The U.S. Olympic Committee will hold meetings with cities interested in bidding for a future Olympics and is promising to streamline the domestic selection process if the federation does, in fact, decide to try to host the Games in 2024 or 2026.
At its quarterly meeting Thursday, the USOC board voted to move forward in exploring a possible bid but stopped short of committing to one. The 2024 bidding process doesn't begin in earnest until 2015.
"We're just trying to get smarter and see which cities we might want to have serious discussions with," CEO Scott Blackmun said. "We're going to view 2013 as more informational, if you will. We'll be smarter at the end of the year than we are in the beginning. But we don't expect to make substantive announcements in 2013."
Los Angeles, Dallas and Tulsa are among the cities that have expressed interest in hosting the 2024 Games. New York, Chicago and San Francisco have either bid, or expressed interest in bidding in the past and could also get in the mix. Salt Lake City, Denver and Reno, Nev., are among those that have talked about hosting a Winter Olympics.
The United States hasn't hosted the Olympics since 2002, when the Winter Games were in Salt Lake City. Its last bid came for the 2016 Summer Games and the bid city, Chicago, finished last in the voting.
Since then, the U.S. has tried to shore up its standing in the international Olympic community. Resolving its long-simmering feud with the International Olympic Committee over revenue sharing has been the key component to that.
Still, if the USOC is going to make another run at the Olympics, the leadership wants some significant changes in the process before it ever leaves U.S. borders.
It doesn't want a drawn-out domestic bidding phase, the way it worked for the 2016 bid.
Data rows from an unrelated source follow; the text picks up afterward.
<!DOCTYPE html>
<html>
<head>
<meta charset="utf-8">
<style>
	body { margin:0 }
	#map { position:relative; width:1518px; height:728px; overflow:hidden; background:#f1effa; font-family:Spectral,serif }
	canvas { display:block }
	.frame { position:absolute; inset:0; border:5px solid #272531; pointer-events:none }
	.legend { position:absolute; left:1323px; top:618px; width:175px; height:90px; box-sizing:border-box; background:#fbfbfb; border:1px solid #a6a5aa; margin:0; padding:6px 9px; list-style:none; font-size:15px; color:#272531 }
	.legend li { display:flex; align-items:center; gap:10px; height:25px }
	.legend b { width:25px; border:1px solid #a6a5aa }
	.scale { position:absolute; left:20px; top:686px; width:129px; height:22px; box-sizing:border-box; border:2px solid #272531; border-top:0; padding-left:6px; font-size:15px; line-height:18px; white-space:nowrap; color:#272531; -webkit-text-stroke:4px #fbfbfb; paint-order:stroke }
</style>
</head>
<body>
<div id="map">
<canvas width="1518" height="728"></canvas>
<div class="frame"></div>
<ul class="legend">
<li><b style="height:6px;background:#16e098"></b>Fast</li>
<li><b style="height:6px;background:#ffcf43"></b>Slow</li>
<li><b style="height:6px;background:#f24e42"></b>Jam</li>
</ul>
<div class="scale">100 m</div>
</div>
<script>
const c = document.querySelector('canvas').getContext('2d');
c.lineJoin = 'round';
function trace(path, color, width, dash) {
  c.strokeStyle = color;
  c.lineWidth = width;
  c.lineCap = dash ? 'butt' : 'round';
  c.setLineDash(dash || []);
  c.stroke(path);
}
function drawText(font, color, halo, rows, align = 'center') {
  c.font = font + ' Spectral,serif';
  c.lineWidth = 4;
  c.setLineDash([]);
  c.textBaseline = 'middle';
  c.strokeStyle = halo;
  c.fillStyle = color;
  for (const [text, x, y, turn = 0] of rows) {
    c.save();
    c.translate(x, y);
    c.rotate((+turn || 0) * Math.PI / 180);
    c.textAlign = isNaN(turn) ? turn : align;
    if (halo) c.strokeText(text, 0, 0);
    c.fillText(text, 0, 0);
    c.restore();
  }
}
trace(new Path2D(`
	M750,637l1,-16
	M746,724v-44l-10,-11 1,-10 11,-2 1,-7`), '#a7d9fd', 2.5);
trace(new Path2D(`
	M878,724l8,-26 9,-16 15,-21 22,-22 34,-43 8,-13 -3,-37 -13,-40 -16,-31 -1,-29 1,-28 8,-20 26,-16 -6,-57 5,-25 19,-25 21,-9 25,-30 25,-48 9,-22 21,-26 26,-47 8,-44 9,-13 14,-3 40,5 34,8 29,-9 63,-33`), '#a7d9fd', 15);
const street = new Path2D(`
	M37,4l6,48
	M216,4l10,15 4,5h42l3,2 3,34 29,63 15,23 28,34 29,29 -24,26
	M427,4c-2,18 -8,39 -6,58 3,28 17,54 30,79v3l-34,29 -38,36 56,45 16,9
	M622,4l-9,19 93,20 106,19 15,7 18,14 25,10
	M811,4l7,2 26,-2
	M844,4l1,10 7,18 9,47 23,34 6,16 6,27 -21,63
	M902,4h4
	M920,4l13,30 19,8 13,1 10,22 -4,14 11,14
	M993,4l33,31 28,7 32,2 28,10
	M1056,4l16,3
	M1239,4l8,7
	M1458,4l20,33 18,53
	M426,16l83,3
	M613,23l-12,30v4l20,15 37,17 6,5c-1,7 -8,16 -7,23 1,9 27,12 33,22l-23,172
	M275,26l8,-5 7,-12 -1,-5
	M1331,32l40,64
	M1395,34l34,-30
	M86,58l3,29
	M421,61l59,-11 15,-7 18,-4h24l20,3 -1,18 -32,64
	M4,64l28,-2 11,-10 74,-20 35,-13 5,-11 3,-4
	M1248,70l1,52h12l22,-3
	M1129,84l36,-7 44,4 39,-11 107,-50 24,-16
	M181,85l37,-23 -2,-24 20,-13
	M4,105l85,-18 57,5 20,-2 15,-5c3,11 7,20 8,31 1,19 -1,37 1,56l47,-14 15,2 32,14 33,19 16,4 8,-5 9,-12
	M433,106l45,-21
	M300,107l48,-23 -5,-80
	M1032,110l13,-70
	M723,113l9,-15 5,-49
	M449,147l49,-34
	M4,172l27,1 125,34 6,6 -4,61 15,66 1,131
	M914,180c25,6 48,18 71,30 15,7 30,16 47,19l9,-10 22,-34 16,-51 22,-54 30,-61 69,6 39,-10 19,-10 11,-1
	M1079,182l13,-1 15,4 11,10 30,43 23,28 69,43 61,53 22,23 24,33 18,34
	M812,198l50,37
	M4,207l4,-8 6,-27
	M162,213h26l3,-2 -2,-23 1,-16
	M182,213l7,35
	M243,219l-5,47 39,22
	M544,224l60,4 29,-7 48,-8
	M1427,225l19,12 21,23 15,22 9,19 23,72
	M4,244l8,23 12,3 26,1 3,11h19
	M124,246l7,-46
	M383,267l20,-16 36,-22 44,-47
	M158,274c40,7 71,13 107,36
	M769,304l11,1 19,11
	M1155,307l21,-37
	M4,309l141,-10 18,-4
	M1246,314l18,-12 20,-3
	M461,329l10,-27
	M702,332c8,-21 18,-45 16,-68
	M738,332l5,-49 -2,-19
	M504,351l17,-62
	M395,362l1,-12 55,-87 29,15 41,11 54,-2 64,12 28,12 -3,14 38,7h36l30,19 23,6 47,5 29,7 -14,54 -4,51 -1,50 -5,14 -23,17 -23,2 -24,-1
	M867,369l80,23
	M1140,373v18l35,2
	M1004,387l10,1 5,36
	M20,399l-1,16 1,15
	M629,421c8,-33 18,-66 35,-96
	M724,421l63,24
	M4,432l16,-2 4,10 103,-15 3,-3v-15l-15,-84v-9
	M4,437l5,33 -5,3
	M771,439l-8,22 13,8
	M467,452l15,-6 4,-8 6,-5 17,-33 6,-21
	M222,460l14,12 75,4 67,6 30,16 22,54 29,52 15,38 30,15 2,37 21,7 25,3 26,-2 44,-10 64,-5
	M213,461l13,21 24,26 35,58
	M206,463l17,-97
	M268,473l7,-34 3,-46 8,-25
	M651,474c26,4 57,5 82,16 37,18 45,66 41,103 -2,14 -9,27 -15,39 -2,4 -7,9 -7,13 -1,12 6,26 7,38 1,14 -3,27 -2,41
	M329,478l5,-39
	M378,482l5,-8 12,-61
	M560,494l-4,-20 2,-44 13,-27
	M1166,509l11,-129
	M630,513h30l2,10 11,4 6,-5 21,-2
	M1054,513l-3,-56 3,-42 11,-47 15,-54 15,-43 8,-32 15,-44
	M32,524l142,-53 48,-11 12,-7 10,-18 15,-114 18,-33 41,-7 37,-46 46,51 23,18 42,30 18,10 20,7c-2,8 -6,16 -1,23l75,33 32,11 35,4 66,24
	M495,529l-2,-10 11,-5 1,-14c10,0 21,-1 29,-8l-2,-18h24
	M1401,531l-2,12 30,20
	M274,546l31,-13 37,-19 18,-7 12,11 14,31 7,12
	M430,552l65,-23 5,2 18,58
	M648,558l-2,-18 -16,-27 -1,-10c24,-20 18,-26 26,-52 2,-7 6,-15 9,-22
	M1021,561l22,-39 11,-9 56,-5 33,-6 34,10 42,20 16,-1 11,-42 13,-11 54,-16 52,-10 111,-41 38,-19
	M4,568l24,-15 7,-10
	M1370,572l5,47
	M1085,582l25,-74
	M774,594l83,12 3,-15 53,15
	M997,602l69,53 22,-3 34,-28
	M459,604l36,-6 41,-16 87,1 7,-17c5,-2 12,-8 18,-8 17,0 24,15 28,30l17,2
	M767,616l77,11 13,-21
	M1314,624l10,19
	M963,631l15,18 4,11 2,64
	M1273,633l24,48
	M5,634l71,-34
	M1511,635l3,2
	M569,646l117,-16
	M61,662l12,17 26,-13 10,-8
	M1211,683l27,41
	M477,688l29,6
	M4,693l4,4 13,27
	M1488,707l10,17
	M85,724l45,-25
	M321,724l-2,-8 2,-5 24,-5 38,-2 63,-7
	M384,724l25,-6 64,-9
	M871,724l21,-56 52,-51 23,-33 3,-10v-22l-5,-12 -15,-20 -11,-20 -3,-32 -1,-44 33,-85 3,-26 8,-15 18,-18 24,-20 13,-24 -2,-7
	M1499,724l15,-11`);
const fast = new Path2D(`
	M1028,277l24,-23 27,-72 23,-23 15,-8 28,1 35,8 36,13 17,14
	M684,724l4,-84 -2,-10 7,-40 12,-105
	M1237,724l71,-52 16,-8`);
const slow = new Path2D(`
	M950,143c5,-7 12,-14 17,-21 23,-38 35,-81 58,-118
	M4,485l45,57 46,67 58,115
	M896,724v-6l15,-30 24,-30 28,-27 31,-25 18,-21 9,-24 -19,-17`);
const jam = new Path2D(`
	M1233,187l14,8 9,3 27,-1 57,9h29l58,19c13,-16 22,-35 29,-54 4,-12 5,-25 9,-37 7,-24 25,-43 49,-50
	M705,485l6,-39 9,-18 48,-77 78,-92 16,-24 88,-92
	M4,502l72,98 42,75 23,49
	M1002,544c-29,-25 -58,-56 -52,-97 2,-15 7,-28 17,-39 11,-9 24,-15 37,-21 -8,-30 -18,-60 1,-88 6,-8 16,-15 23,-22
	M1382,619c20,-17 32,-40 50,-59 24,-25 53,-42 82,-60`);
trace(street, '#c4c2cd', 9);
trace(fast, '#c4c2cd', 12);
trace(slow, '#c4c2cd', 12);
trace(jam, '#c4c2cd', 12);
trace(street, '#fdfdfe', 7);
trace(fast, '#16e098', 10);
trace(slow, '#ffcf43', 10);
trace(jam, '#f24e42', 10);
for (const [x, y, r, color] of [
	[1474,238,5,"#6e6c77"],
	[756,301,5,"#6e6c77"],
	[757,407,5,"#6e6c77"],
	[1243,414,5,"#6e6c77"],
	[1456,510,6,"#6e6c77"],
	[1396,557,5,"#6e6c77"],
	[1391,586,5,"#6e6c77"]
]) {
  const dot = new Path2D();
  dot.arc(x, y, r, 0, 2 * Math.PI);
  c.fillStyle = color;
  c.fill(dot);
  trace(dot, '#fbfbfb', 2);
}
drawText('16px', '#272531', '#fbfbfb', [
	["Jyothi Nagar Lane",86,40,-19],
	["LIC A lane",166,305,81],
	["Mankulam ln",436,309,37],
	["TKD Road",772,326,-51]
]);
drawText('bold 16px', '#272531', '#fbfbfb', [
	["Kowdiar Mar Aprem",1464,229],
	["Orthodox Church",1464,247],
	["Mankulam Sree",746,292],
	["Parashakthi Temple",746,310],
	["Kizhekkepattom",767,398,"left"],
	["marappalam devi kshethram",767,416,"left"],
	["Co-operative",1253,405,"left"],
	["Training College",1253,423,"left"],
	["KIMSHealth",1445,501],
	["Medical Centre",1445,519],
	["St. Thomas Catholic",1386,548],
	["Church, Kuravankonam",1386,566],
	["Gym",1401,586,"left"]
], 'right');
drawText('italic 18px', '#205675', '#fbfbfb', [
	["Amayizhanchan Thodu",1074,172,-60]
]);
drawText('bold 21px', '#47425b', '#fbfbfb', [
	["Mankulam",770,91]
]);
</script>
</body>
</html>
That was designed to give American cities a taste of what the international bid process would feel like, but it ended up costing the eventual "winner," Chicago, around $10 million before it even got in the mix with Tokyo, Madrid and the eventual winner, Rio de Janeiro.
"We definitely recognize that we want to have a more cost-effective process this time around than we've had in the past," Blackmun said. "It needs to be a little more informal, a little less expensive."
The USOC is also focusing on getting more buy-in from the federal government. Among the issues the USOC will explore would be getting a federal financial guarantee, the likes of which almost every country brings to the table when they bid. Recent U.S. bids have been backed by state and local guarantees, but not federal.
"I think it's important to have local, state and national support for a bid," USOC chairman Larry Probst said. "We hope to position this as a national bid for the United States."
When the USOC came to the revenue agreement with the IOC some thought the federation should use the momentum to prepare a bid sooner rather than later. But time was tight for both 2020 and 2022, so the USOC decided to take its time in an attempt to get things right.
In many ways, it pays not to commit to a firm plan at this time, with the economy still struggling and the deadline for committing to an endeavor with a multibillion-dollar price tag (the London Games cost almost $15 billion) still more than two years away.
Blackmun said he was willing to sit down with any city that was interested in hosting, and that over the next few months, the board will put together a "process paper" that will describe a timetable and other details. But he didn't guarantee a future bid.
"We won't know if we're in a position to submit a bid until we know which city we'd submit," Blackmun said.